Ich habe meinen Studenten immer wieder gesagt, wenn ihr sehen wollt, was der Mensch eigentlich ist, braucht ihr nicht die Erwachsenen anzusehen, denn sie sind doch irgendwie durch Mode und Gepflogenheit geprägt, seht euch besser einen jungen Menschen, einen Embryo an, da ist das Menschliche besonders deutlich. Der Ungeborene ist in jedem Augenblick seiner Entwicklung voller Ursprünglichkeit und Echtheit; Imitation gibt es bei ihm nicht. - Dieses wesentliche Menschliche, das über das rein Biologische hinausgeht, wird getragen von der Seele. Wer nur nackte Fakten, Quantitäten, zur Kenntnis nehmen will, übersieht die Qualität und geht damit am Wesentlichen, nämlich am Wesen des Menschen vorbei. Natürlich kann man die Seele nicht auf die Waage legen, man muß letztlich glauben, daß der Mensch eine Seele hat.
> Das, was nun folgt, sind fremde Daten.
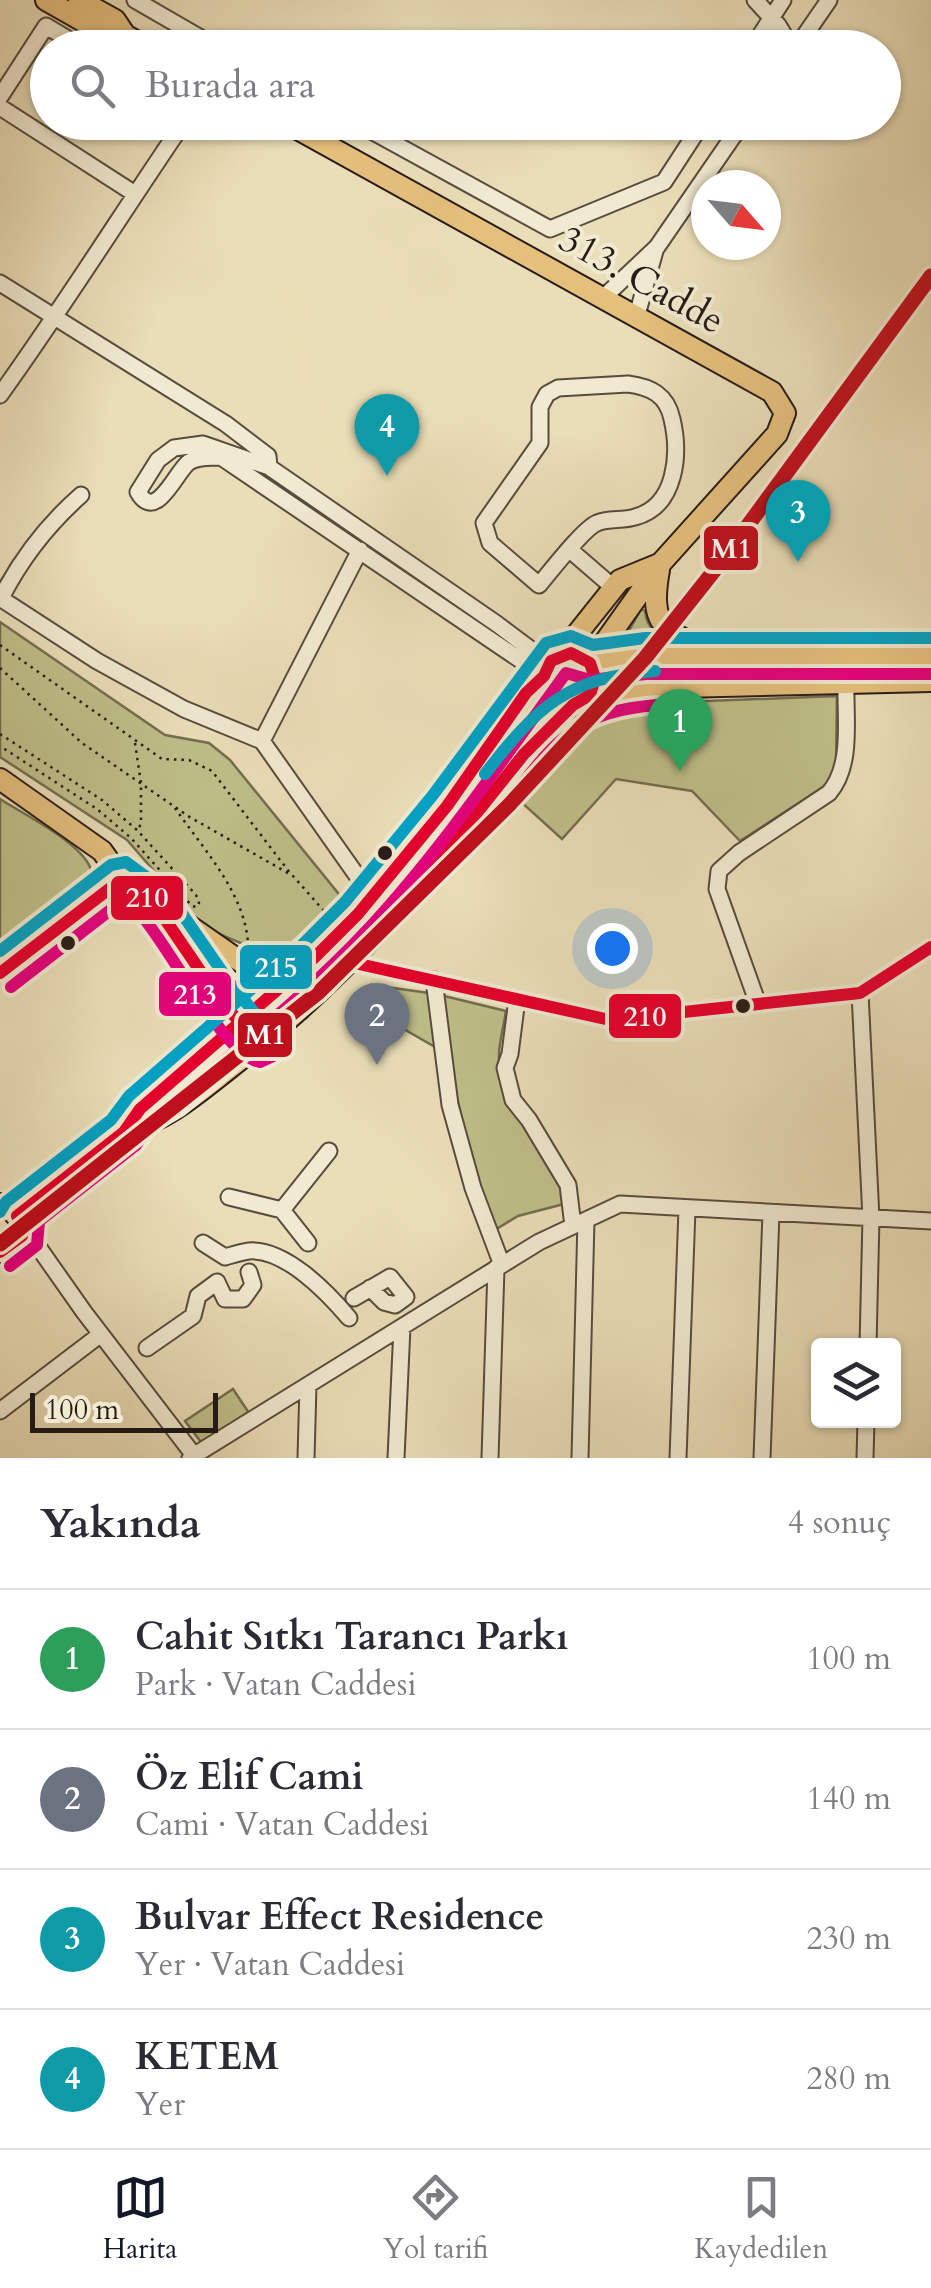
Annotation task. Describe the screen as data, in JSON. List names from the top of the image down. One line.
{"streets":{"main road":["313. Cadde"]},"lines":["transit line M1","transit line 215","transit line 210","transit line 213"],"scale_bar":"100 m","north":"bottom right","page":{"search":"Burada ara","pins":["4","3","1","2"],"scale":"100 m","heading":["Yakında","4 sonuç"],"list":[{"mark":"1","name":"Cahit Sıtkı Tarancı Parkı","note":"Park · Vatan Caddesi","value":"100 m"},{"mark":"2","name":"Öz Elif Cami","note":"Cami · Vatan Caddesi","value":"140 m"},{"mark":"3","name":"Bulvar Effect Residence","note":"Yer · Vatan Caddesi","value":"230 m"},{"mark":"4","name":"KETEM","note":"Yer","value":"280 m"}],"nav":["Harita","Yol tarifi","Kaydedilen"]}}
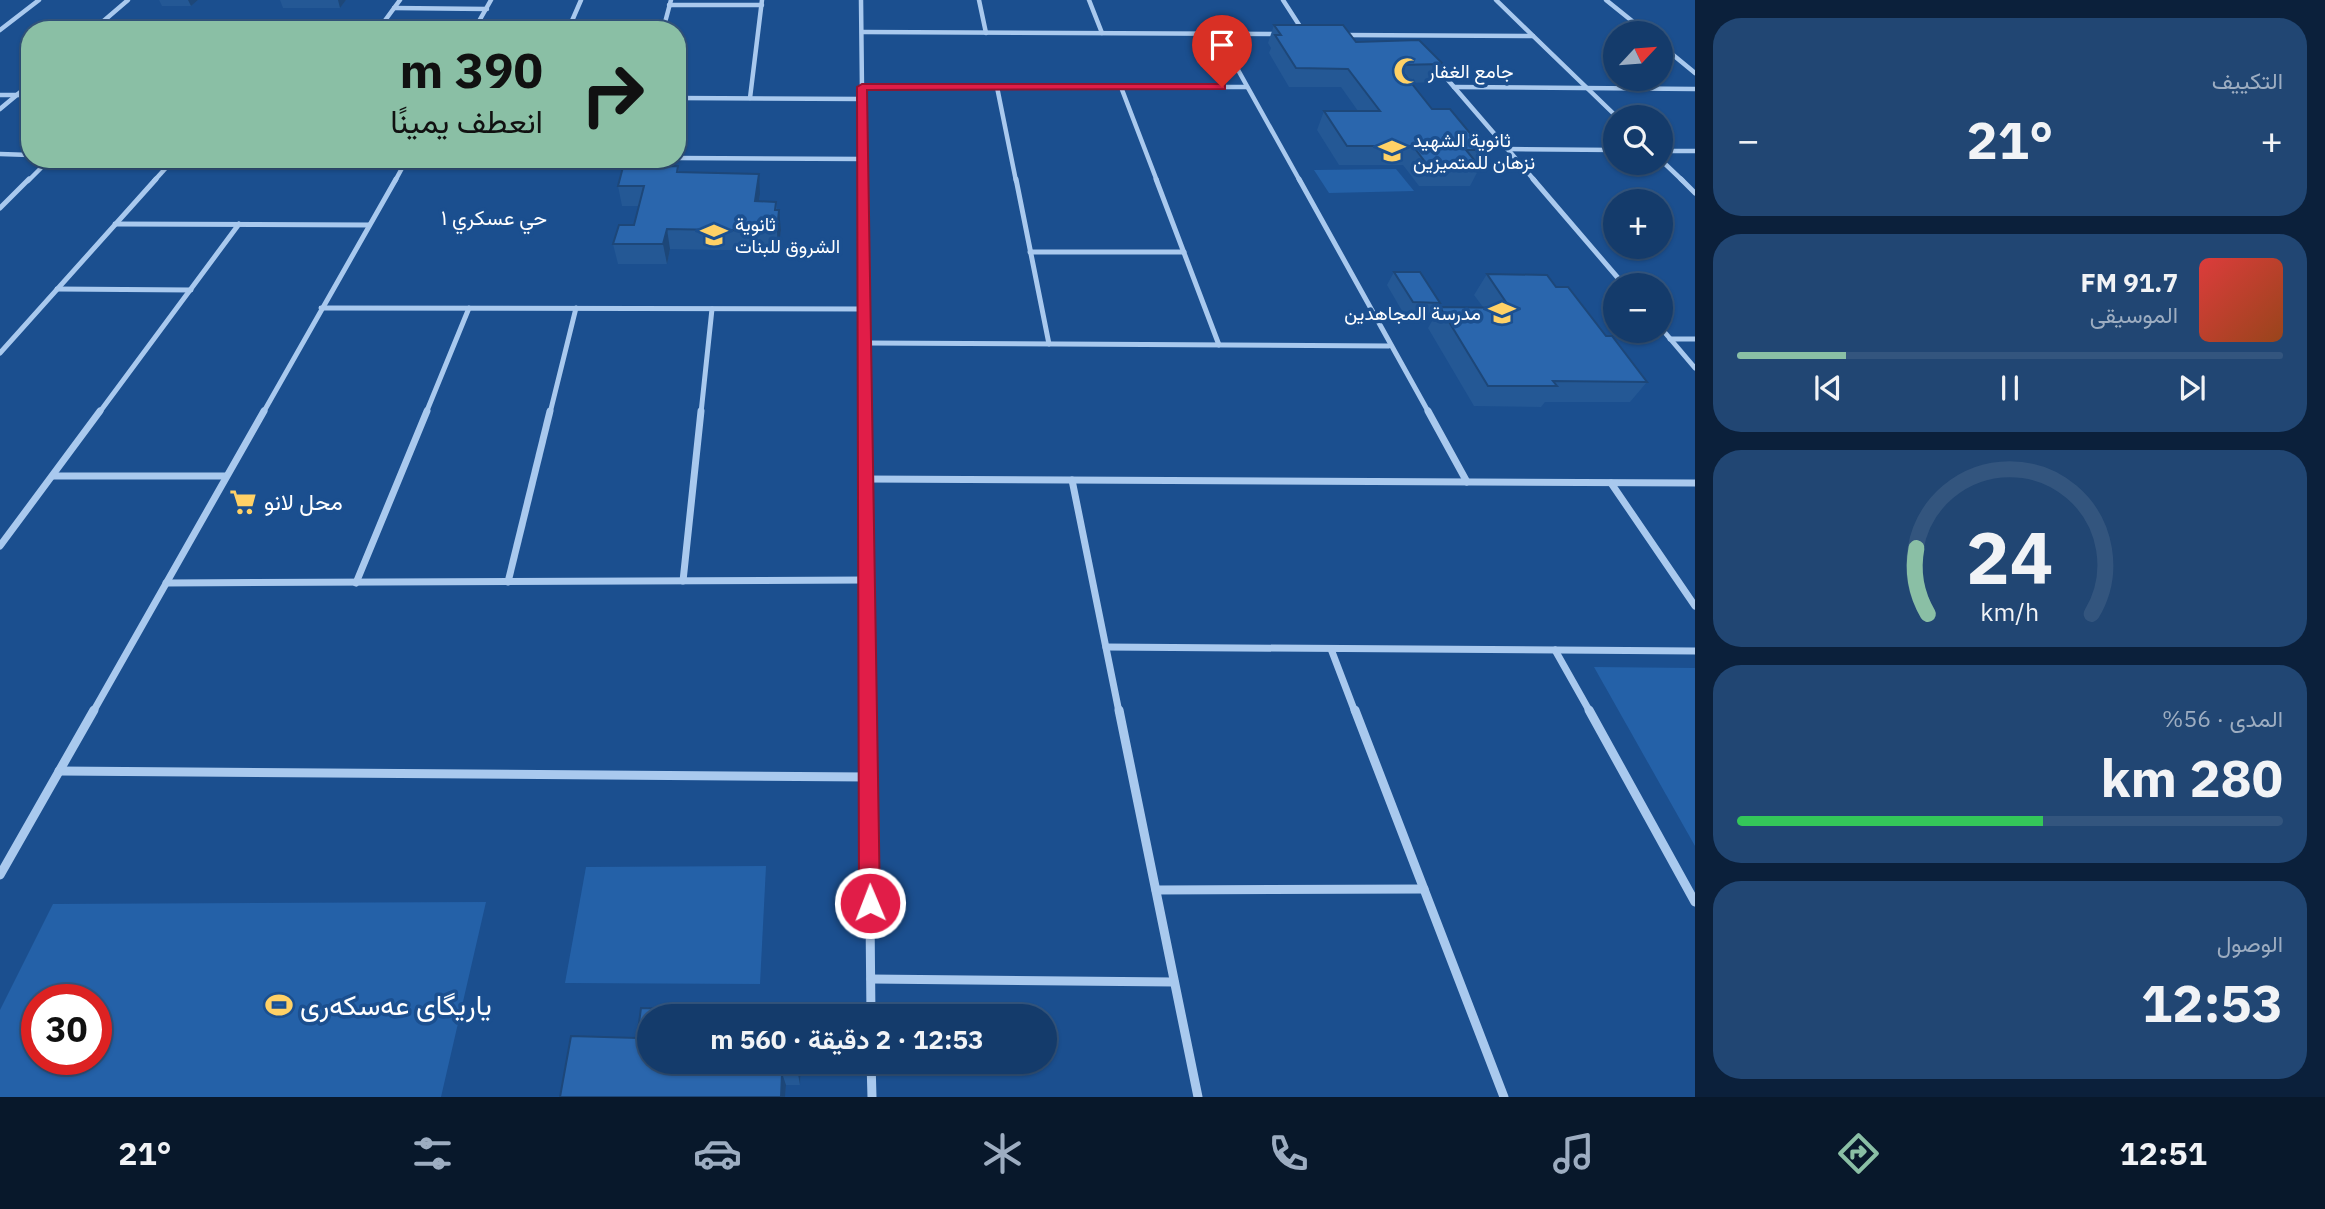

Wenn man aber an die Seele glaubt, dann muß man sie wirklich von der Befruchtung an akzeptieren, weil die Humanembryologie nachweisen kann, daß jede Verhaltensweise des Menschen in der ganzen Entwicklung charakteristisch menschlich ist. |
Embryo, 7.Woche |
FRAGE: Was empfindet ein Humanembryologe, wenn der Herausgeber des Spiegel dem Embryo in den ersten Wochen das Menschsein abzusprechen versucht, oder wenn vor ein paar Jahren der höchste deutsche Richter meinte, das ungeborene Kind sei nicht mehr als ein "himbeerähnliches Gewebe"?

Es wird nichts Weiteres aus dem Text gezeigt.